Mr. Speaker, I listened carefully to what the member for Mercier and her colleagues said a little while ago. I always find it difficult to understand the Bloc's logic, and today is no exception.
The Bloc is always seeking a little bit more autonomy for Quebec regarding federal expenditures. The budget gives greater autonomy and flexibility in transfer payments, and the Bloc sees in this flexibility less autonomy and more centralization. It wants to hold a referendum to separate Quebec from Canada, but now that it believes that it might lose it because, increasingly, Quebecers are saying, through polls, other media and forums, that they are not interested in the proposed separation, it is starting to realize that the referendum it decided to hold is doomed; it wants to blame the federal government for the fact that it is going to lose the referendum.

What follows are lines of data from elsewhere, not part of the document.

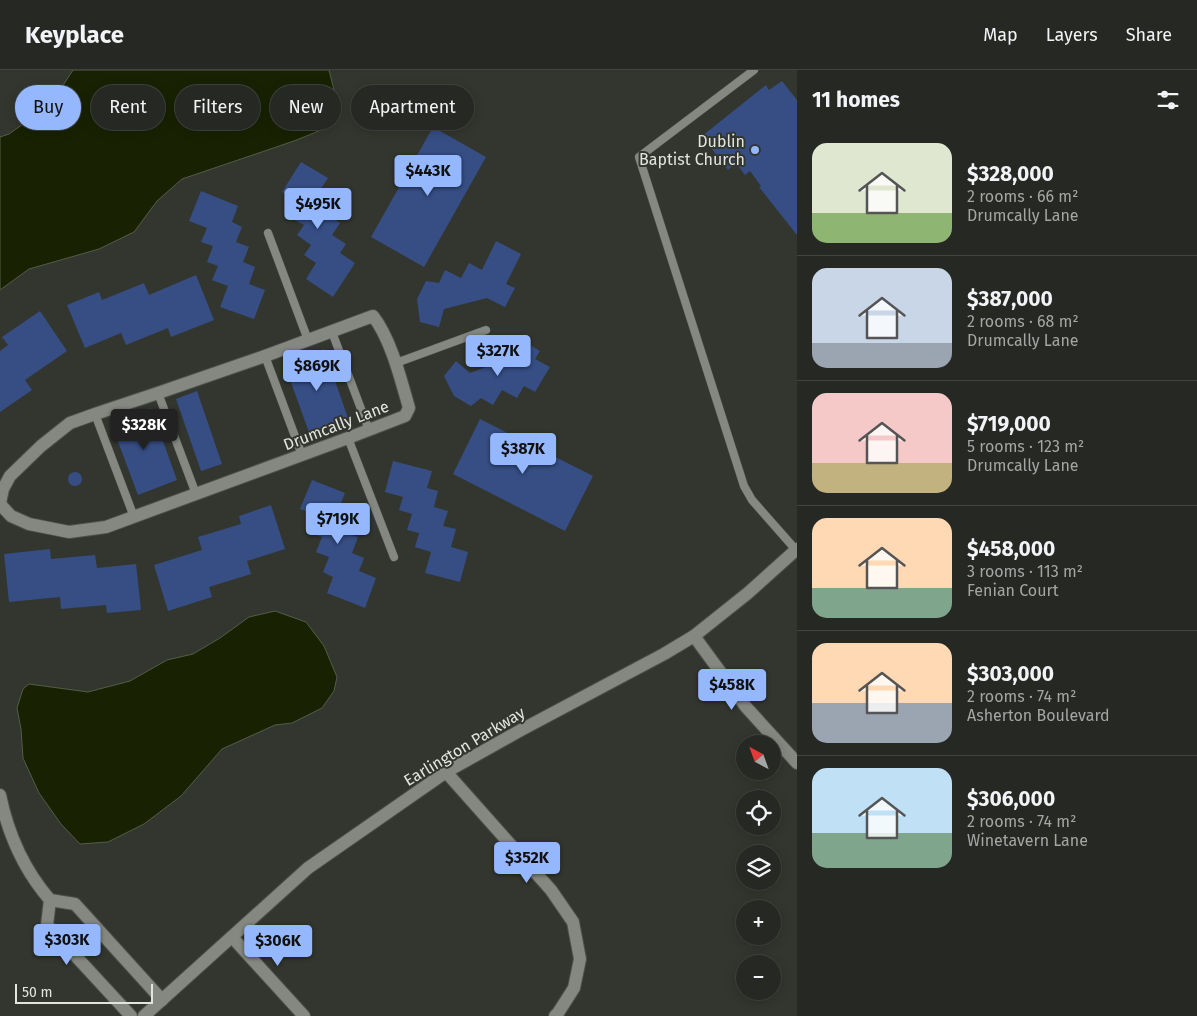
<!DOCTYPE html>
<meta charset="utf-8">
<style>
:root{--surface:#262823;--page:#323430;--text:#f1f3f6;--muted:#a4a6a6;--line:#424441;--accent:#95b7fd}
body{margin:0;font-family:"Fira Sans",sans-serif;background:var(--page);color:var(--text);height:100vh;display:flex;flex-direction:column;font-size:19px;white-space:nowrap}
*{box-sizing:border-box;margin:0}
p{font-size:16px;color:var(--muted)}
.icon{flex:none;width:28px;height:28px;fill:none;stroke:currentColor;stroke-width:2;stroke-linecap:round;stroke-linejoin:round}
.map{position:relative;flex:1;overflow:hidden}
.drawer{display:flex;flex-direction:column;background:var(--surface);width:400px}
.drawer>*{flex:none}
.top-card{position:absolute;left:15px;top:15px;width:475px;height:45px;display:flex;gap:10px}
.needle{width:32px;rotate:319deg}
.tools{position:absolute;left:736px;top:665px;display:grid;gap:10px}
.tools a{display:grid;place-items:center;width:45px;height:45px;border-radius:50%;background:var(--surface);box-shadow:0 2px 12px #0003,0 0 0 1px var(--line);font-size:25px}
.scale{position:absolute;left:15px;bottom:12px;width:138px;box-sizing:border-box;padding-left:5px;border:2px solid #e2e4e0;border-top:0;font-size:14px;line-height:18px;white-space:nowrap;color:#e2e4e0;-webkit-text-stroke:4px #33362f;paint-order:stroke}
.price{position:absolute;translate:-50% -42px;padding:0 11px;border-radius:5px;background:var(--accent);color:#111;font-size:16px;line-height:32px;filter:drop-shadow(0 1px 2px #0008)}
.price::after{content:'';position:absolute;left:50%;top:30px;width:15px;height:11px;margin-left:-8px;background:inherit;clip-path:polygon(0 0,100% 0,50% 100%)}
.price.current{background:#222;color:#fff}
ul{padding:0;list-style:none}
li{display:flex;align-items:center;gap:15px;height:125px;padding:0 15px}
li+li{border-top:1px solid var(--line)}
li span{display:grid;place-items:center;flex:none;width:140px;height:100px;border-radius:15px;color:#555}
li>.icon{margin-inline-start:auto}
span .icon{width:60px;height:60px;fill:#fffc;stroke-width:1}
li b{font-size:21px}
h2{display:flex;justify-content:space-between;align-items:center;height:60px;padding:0 15px;font-size:21px}
.pill{padding:0 18px;border-radius:22px;background:var(--surface);box-shadow:0 2px 12px #0003,0 0 0 1px var(--line);font-size:18px;line-height:45px}
.pill.current{background:var(--accent);color:#111}
header{display:flex;align-items:center;gap:30px;box-sizing:border-box;height:70px;padding:0 25px;background:var(--surface);border-bottom:1px solid var(--line)}
header strong{font-size:24px}
nav{display:flex;gap:28px;margin-inline-start:auto;font-size:18px}
main{display:flex;flex:1;min-height:0}
.map>svg:first-child{display:block}
.water{fill:#182202;stroke:#555c45}
.building{fill:#364e84}
.lines{fill:none;stroke-linecap:round;stroke-linejoin:round}
.lane-casing{stroke:#4f514b;stroke-width:9}
.street-casing{stroke:#4f514b;stroke-width:14}
.secondary-casing{stroke:#4f514b;stroke-width:14}
.lane{stroke:#848880;stroke-width:8}
.street{stroke:#848880;stroke-width:12}
.secondary{stroke:#848880;stroke-width:12}
.poi-dot{fill:#95b7fd;stroke:#33362f;stroke-width:2}
.labels{text-anchor:middle;stroke-width:4;stroke-linejoin:round;paint-order:stroke}
.poi-label{font-size:16px;fill:#e2e4e0;stroke:#33362f;text-anchor:end}
.street-label{font-size:16px;fill:#e2e4e0;stroke:#33362f}
</style>
<header>
<strong>Keyplace</strong>
<nav><a>Map</a><a>Layers</a><a>Share</a></nav>
</header>
<main>
<div class="map">
<svg width="797" height="946" viewBox="0 0 797 946">
<rect width="100%" height="100%" fill="#33362f"/>
<path class="water" d="M73,0h256l5,20 2,25 -10,13 -32,13 -112,38 -25,22 -23,31 -35,17 -70,20 -29,21v-153l9,-3 42,-30z
M275,541l31,11 18,24 13,31 -3,14 -12,17 -30,15 -17,2 -53,24 -41,47 -37,28 -36,18 -28,2 -19,-20 -22,-31 -16,-35 -2,-29 -4,-21 6,-19 6,-5 59,8 42,-11 37,-21 26,-6 27,-16 29,-21z"/>
<path class="building" d="M782,11l15,19v135l-38,-48 2,-1 -11,-15 -5,4 -9,-12 -8,7 -26,-34 64,-51 3,5z
M433,57l53,30 -62,110 -53,-30z
M301,92l27,16 -10,15 16,11 -7,10 13,9 -8,12 14,9 -6,9 15,10 -22,34 -27,-18 10,-16 -12,-8 7,-10 -14,-10 7,-10 -13,-7 9,-15 -18,-11z
M201,121l37,15 -6,16 10,5 -6,15 13,5 -6,15 12,5 -6,17 16,6 -11,29 -34,-12 8,-21 -16,-6 6,-14 -11,-4 6,-16 -12,-4 6,-14 -18,-7z
M496,171l25,13 -15,30 9,4 -10,19 -18,-9 -43,11 -5,18 -19,-5 -3,-23 9,-18 13,2 6,-13 16,8 8,-15 13,7z
M196,205l18,45 -43,17 -3,-9 -42,17 -5,-12 -36,15 -18,-43 32,-13 3,8 42,-17 5,12z
M40,241l27,40 -42,29 7,10 -32,22v-61l8,-6 -6,-8z
M522,270l18,11 -5,8 15,8 -15,25 -11,-6 -7,12 -15,-8 -9,15 -12,-7 -10,8 -17,-10 -10,-20 12,-15 14,12 42,-16z
M324,279l25,72 -39,14 -26,-72z
M197,321l25,73 -21,7 -25,-72z
M151,338l26,72 -39,15 -27,-72z
M480,349l113,57 -28,55 -112,-57z
M393,391l39,10 -5,17 11,3 -4,16 14,4 -5,15 13,3 -5,18 17,5 -8,30 -35,-9 6,-21 -16,-5 4,-14 -12,-3 5,-16 -13,-4 4,-13 -18,-5z
M68 409a7 7 0 1 1 14 0a7 7 0 1 1-14 0Z
M312,410l33,13 -8,20 16,6 -6,14 11,4 -6,16 12,5 -5,13 17,7 -11,30 -38,-15 6,-16 -10,-5 6,-15 -13,-5 6,-15 -12,-4 7,-18 -17,-6z
M271,435l14,44 -38,12 4,13 -42,13 3,10 -44,14 -14,-46 48,-15 -4,-13 43,-13 -2,-8z
M50,479l1,10 44,-4 2,13 39,-4 5,46 -34,3 -1,-8 -45,4 -1,-12 -51,5 -5,-48z"/>
<g class="lines">
<g class="lane-casing">
<path id="lane" d="M754,0l-115,87 105,329 8,14 44,50
M268,163l40,107
M332,262l37,98
M265,286l37,99
M396,293l90,-33
M158,323l38,101
M95,344l39,103
M348,368l46,119"/>
</g>
<g class="street-casing">
<path id="street" d="M0,433l3,-14 7,-13 31,-30 29,-23 25,-9 63,-21 107,-37 108,-40c18,23 28,64 36,92l-4,8 -57,22 -242,89 -37,5 -40,-8 -18,-8 -11,-12
M694,566l52,71 51,56
M446,702l105,118 22,32 7,37 -6,29 -16,25 -3,3
M0,725c8,39 24,75 50,105l25,4 87,96
M50,830l-3,25 84,91
M232,867l72,79"/>
</g>
<g class="secondary-casing">
<path id="secondary" d="M144,946l164,-148 138,-96 75,-42 143,-76 30,-18 54,-43 49,-44"/>
</g>
<use href="#lane" class="lane"/>
<use href="#street" class="street"/>
<use href="#secondary" class="secondary"/>
</g>
<circle class="poi-dot" cx="755" cy="80" r="5"/>
<g class="labels">
<g class="poi-label">
<text x="745" y="77">Dublin<tspan x="745" dy="18">Baptist Church</tspan></text>
</g>
<g class="street-label">
<text transform="translate(336 355) rotate(-21)" y="6">Drumcally Lane</text>
<text transform="translate(464 676) rotate(-31)" y="6">Earlington Parkway</text>
</g>
</g>
</svg>
<div class="tools">
<a><svg class="needle" viewBox="-14 -14 28 28"><path d="M0-13l5 13h-10z" fill="#e53935"/><path d="M0 13l5-13h-10z" fill="#a4a6a6"/></svg></a>
<a><svg class="icon" aria-label="locate" viewBox="0 0 24 24"><circle cx="12" cy="12" r="6"/><path d="M12 2v4M12 18v4M2 12h4M18 12h4"/></svg></a>
<a><svg class="icon" aria-label="layers" viewBox="0 0 24 24"><path d="M12 4l9 5-9 5-9-5zM3 14l9 5 9-5"/></svg></a>
<a>+</a>
<a>−</a>
</div>
<div class="scale">50 m</div>
<b class="price" style="left:428px;top:127px">$443K</b>
<b class="price" style="left:318px;top:160px">$495K</b>
<b class="price" style="left:498px;top:307px">$327K</b>
<b class="price" style="left:317px;top:322px">$869K</b>
<b class="price current" style="left:144px;top:381px">$328K</b>
<b class="price" style="left:523px;top:405px">$387K</b>
<b class="price" style="left:338px;top:475px">$719K</b>
<b class="price" style="left:732px;top:641px">$458K</b>
<b class="price" style="left:527px;top:814px">$352K</b>
<b class="price" style="left:67px;top:896px">$303K</b>
<b class="price" style="left:278px;top:897px">$306K</b>
<div class="top-card">
<a class="pill current">Buy</a>
<a class="pill">Rent</a>
<a class="pill">Filters</a>
<a class="pill">New</a>
<a class="pill">Apartment</a>
</div>
</div>
<section class="drawer">
<h2>11 homes<svg class="icon" aria-label="filters" viewBox="0 0 24 24"><path d="M4 7h16M4 17h16"/><circle cx="9" cy="7" r="2"/><circle cx="15" cy="17" r="2"/></svg></h2>
<ul>
<li><span style="background:linear-gradient(#dfe7d0 70%,#8fb573 0)"><svg class="icon" aria-label="home" viewBox="0 0 24 24"><path d="M3 11l9-7 9 7M6 9v11h12V9"/></svg></span><div><b>$328,000</b><p>2 rooms · 66 m²</p><p>Drumcally Lane</p></div></li>
<li><span style="background:linear-gradient(#c9d6e8 75%,#9aa5b1 0)"><svg class="icon" aria-label="home" viewBox="0 0 24 24"><path d="M3 11l9-7 9 7M6 9v11h12V9"/></svg></span><div><b>$387,000</b><p>2 rooms · 68 m²</p><p>Drumcally Lane</p></div></li>
<li><span style="background:linear-gradient(#f6c9c9 70%,#c2b280 0)"><svg class="icon" aria-label="home" viewBox="0 0 24 24"><path d="M3 11l9-7 9 7M6 9v11h12V9"/></svg></span><div><b>$719,000</b><p>5 rooms · 123 m²</p><p>Drumcally Lane</p></div></li>
<li><span style="background:linear-gradient(#ffd9b3 70%,#7fa58c 0)"><svg class="icon" aria-label="home" viewBox="0 0 24 24"><path d="M3 11l9-7 9 7M6 9v11h12V9"/></svg></span><div><b>$458,000</b><p>3 rooms · 113 m²</p><p>Fenian Court</p></div></li>
<li><span style="background:linear-gradient(#ffd9b3 60%,#9aa5b1 0)"><svg class="icon" aria-label="home" viewBox="0 0 24 24"><path d="M3 11l9-7 9 7M6 9v11h12V9"/></svg></span><div><b>$303,000</b><p>2 rooms · 74 m²</p><p>Asherton Boulevard</p></div></li>
<li><span style="background:linear-gradient(#bfe0f5 65%,#7fa58c 0)"><svg class="icon" aria-label="home" viewBox="0 0 24 24"><path d="M3 11l9-7 9 7M6 9v11h12V9"/></svg></span><div><b>$306,000</b><p>2 rooms · 74 m²</p><p>Winetavern Lane</p></div></li>
</ul>
</section>
</main>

The hon. member mentioned the need to get our financial houses in order, not only at the federal level whose expenditures are, for the main part, transferred directly to the provinces, including Quebec, through equalization, social transfers and other mechanisms offering more and more freedom to the provinces. We are looking for ways to co-operate with the provinces and with Quebec, but we are accused of always trying to centralize. It is impossible to co-operate with someone who does not want to.
My question to the member is in connection with the motion before us today: How does the social transfer give less freedom to Quebec to manage its own finances within this envelope? What are the new conditions set by the Canadian government in this envelope?